• **Problem to work on**: Lift every line from the entries that includes the word "start".

### Input ###

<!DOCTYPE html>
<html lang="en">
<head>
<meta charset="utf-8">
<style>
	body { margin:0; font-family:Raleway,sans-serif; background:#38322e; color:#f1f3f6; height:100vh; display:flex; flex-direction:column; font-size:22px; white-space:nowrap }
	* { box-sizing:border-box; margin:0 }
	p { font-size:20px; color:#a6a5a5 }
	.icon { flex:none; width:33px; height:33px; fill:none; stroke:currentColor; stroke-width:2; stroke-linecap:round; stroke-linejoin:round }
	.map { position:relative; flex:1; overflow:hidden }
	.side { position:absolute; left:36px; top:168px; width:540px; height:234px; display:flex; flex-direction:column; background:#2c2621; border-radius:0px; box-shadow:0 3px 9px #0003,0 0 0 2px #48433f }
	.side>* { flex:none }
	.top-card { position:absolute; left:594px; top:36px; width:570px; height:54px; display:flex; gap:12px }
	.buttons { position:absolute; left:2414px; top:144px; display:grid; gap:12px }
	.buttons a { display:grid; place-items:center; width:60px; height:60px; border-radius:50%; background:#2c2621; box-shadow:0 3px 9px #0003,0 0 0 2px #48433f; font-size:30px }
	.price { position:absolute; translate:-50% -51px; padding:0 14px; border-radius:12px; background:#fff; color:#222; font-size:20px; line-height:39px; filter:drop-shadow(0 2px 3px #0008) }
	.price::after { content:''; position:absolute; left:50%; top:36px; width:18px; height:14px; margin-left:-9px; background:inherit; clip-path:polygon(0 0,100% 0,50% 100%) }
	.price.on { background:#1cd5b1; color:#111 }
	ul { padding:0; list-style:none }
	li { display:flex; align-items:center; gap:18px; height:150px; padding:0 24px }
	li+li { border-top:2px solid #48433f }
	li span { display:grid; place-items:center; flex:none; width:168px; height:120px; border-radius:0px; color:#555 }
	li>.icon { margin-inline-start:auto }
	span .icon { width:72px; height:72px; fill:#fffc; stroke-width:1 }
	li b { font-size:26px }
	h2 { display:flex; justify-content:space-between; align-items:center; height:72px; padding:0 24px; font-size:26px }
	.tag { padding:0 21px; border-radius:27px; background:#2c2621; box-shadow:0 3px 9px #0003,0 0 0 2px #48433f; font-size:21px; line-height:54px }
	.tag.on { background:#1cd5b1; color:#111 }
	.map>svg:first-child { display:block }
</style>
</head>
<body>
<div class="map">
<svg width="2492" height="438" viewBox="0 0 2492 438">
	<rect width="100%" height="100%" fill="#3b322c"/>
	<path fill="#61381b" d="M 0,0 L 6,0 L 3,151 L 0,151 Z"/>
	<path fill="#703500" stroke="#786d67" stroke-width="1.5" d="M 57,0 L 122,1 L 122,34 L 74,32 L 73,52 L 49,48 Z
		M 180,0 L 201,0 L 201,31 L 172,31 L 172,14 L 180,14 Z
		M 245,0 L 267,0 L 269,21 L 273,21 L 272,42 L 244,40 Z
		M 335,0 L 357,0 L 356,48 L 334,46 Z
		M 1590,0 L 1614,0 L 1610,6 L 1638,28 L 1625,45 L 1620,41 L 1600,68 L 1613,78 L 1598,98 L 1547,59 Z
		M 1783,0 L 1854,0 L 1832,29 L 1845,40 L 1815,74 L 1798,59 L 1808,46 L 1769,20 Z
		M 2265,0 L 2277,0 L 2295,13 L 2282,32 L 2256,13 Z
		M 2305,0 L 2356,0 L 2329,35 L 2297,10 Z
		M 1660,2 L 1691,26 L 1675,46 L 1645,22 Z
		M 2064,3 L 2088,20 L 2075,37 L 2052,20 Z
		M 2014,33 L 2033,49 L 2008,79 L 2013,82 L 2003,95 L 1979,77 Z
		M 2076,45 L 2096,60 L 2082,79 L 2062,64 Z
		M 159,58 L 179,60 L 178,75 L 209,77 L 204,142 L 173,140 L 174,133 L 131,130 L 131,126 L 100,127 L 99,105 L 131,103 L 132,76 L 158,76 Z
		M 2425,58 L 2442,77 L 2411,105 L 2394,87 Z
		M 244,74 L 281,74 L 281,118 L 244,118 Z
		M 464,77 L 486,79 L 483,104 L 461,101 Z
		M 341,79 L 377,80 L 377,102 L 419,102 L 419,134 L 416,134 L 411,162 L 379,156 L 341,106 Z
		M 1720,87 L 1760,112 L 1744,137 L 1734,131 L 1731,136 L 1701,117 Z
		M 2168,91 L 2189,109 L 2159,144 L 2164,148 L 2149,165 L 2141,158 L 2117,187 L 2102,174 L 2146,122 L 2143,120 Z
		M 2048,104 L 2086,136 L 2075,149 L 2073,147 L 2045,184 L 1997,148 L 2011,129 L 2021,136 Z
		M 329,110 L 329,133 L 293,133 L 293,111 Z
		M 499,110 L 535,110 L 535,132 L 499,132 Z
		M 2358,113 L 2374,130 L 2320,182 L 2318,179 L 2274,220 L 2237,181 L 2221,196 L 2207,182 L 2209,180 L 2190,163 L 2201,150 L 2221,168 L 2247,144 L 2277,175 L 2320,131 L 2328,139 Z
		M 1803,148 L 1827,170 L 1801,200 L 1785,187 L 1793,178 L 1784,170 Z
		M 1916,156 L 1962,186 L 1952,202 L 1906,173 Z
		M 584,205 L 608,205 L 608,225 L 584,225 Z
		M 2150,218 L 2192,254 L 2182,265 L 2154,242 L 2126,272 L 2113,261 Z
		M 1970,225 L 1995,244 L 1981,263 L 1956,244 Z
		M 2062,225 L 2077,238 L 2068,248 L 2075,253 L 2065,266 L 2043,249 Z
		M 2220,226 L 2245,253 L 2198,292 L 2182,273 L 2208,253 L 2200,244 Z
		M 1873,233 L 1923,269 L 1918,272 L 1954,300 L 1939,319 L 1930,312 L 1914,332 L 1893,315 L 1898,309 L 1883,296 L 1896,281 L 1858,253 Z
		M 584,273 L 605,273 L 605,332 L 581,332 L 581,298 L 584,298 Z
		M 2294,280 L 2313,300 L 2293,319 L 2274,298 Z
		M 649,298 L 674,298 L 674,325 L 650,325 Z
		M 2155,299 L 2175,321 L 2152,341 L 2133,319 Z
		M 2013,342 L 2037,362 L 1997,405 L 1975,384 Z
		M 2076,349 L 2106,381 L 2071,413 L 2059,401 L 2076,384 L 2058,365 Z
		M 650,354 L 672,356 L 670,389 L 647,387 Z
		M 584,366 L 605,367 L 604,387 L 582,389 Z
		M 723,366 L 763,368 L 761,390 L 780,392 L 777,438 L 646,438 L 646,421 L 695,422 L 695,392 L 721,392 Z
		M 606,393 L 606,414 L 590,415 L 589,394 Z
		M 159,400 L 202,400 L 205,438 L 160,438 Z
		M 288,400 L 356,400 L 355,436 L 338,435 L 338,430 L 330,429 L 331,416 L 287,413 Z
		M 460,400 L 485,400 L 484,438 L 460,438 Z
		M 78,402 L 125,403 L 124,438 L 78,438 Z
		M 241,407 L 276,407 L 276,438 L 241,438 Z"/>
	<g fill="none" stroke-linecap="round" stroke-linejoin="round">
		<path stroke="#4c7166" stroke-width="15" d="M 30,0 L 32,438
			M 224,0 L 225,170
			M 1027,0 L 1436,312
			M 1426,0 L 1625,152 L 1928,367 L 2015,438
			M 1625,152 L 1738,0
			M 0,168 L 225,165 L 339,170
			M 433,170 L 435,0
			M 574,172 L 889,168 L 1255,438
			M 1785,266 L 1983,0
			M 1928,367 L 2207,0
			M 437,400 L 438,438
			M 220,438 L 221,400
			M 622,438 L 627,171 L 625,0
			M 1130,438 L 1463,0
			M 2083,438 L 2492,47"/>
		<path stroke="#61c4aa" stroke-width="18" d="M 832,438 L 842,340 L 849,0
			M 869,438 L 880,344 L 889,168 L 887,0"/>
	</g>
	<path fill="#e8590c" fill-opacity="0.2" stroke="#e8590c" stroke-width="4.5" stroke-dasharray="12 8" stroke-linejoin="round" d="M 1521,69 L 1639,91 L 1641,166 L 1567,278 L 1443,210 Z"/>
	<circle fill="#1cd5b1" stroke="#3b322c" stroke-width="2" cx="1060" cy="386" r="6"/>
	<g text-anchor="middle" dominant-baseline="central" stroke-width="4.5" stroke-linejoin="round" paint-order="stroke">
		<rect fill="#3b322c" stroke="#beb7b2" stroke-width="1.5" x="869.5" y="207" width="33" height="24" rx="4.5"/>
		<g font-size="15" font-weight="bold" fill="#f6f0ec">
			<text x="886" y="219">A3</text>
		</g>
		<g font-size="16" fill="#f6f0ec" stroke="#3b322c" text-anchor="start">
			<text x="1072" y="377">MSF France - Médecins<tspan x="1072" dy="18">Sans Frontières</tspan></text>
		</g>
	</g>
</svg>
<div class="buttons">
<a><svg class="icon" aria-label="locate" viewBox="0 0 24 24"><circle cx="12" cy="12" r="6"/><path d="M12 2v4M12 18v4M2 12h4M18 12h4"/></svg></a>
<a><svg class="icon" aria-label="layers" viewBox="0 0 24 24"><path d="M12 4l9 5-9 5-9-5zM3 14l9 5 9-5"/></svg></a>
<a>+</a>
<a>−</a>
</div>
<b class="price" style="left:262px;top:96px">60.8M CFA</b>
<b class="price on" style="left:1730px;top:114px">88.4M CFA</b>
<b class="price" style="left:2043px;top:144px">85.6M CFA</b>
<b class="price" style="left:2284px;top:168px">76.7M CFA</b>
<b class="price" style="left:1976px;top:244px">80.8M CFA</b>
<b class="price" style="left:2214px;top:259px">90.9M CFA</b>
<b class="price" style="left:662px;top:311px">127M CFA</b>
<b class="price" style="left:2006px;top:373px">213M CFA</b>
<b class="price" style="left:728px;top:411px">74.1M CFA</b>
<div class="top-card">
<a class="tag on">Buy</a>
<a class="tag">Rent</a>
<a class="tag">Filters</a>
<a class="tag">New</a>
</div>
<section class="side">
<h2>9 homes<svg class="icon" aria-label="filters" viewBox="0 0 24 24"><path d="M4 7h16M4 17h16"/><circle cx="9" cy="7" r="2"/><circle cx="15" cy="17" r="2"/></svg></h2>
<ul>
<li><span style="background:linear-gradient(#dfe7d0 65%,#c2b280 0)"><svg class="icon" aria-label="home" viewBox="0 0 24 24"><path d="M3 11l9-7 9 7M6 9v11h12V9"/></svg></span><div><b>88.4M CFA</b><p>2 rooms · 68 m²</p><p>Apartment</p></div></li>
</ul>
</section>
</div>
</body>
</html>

###

• **Response to the exercise**:
	li>.icon { margin-inline-start:auto }
		<g font-size="16" fill="#f6f0ec" stroke="#3b322c" text-anchor="start">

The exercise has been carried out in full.